Stored data:
##########
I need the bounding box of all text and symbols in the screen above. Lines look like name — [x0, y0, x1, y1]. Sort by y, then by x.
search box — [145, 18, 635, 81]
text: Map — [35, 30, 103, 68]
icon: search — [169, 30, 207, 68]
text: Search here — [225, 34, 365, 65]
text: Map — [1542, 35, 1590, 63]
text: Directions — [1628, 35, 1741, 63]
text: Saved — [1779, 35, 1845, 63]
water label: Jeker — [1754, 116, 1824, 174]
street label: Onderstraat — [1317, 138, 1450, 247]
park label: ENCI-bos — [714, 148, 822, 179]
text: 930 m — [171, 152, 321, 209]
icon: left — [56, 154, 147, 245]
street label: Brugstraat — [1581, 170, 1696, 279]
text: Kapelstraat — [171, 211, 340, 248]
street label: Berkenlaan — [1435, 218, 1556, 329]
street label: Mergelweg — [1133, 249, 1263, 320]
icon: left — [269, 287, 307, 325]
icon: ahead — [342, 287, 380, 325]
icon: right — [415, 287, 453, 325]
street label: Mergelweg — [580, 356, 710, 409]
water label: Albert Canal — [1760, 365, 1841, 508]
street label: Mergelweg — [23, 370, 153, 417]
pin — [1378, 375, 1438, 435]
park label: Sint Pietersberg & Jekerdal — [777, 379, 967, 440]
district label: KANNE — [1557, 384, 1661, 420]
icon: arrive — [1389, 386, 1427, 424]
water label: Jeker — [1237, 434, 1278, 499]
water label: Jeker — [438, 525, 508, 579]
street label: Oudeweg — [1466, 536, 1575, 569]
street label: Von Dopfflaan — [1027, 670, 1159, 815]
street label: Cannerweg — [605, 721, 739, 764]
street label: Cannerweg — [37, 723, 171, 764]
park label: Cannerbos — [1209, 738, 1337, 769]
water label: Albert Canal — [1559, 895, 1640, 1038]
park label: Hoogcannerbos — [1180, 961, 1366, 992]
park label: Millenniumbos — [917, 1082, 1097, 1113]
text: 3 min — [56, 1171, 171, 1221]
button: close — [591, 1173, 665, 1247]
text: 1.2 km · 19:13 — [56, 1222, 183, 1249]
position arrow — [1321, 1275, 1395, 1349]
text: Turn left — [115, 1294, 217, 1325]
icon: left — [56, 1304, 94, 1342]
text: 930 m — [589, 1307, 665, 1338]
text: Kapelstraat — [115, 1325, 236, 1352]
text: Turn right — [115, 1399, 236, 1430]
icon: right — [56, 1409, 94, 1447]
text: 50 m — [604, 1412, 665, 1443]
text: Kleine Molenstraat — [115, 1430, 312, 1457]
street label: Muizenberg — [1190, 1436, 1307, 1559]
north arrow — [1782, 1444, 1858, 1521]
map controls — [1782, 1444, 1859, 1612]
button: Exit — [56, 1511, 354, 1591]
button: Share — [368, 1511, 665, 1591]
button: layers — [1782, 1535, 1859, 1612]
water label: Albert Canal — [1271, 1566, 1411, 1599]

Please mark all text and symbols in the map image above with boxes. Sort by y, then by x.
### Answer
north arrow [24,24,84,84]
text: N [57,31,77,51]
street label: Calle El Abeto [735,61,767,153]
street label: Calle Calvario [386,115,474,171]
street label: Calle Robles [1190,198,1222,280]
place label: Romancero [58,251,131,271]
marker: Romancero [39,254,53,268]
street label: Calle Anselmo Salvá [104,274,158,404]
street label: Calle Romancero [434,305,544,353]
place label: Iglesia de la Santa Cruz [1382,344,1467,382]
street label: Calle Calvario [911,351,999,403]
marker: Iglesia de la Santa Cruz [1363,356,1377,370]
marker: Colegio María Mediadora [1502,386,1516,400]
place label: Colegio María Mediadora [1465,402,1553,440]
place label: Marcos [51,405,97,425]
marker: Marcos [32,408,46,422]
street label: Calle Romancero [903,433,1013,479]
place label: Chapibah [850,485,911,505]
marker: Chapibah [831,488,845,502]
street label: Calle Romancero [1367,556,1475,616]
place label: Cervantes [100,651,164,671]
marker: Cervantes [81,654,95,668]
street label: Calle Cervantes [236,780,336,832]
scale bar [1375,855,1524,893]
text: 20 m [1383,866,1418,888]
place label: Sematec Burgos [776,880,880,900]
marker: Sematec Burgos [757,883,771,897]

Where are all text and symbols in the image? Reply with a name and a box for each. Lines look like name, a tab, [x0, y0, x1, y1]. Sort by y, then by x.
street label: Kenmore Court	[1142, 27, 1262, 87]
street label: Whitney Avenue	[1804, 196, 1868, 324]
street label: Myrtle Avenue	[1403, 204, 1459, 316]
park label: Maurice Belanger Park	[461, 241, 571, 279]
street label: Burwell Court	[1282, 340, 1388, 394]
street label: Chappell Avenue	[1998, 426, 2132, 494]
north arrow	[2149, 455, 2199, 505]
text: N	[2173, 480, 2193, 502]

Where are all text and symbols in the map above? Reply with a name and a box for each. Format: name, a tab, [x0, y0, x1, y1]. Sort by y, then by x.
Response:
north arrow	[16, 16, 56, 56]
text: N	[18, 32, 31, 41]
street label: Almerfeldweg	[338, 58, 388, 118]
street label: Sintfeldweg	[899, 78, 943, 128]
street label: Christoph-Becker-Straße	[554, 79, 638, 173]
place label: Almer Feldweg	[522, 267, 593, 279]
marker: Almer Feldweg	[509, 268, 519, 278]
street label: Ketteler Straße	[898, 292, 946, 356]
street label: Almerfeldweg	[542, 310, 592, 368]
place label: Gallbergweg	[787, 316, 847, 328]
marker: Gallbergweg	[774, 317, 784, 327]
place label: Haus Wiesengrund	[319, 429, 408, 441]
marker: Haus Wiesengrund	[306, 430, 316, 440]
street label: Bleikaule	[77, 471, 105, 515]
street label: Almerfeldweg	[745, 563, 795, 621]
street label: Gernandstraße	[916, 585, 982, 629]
##########
Requirement >>
Find all the lines with "marker" in the data and copy them.

Written answer >>
marker: Romancero [39,254,53,268]
marker: Iglesia de la Santa Cruz [1363,356,1377,370]
marker: Colegio María Mediadora [1502,386,1516,400]
marker: Marcos [32,408,46,422]
marker: Chapibah [831,488,845,502]
marker: Cervantes [81,654,95,668]
marker: Sematec Burgos [757,883,771,897]
marker: Almer Feldweg	[509, 268, 519, 278]
marker: Gallbergweg	[774, 317, 784, 327]
marker: Haus Wiesengrund	[306, 430, 316, 440]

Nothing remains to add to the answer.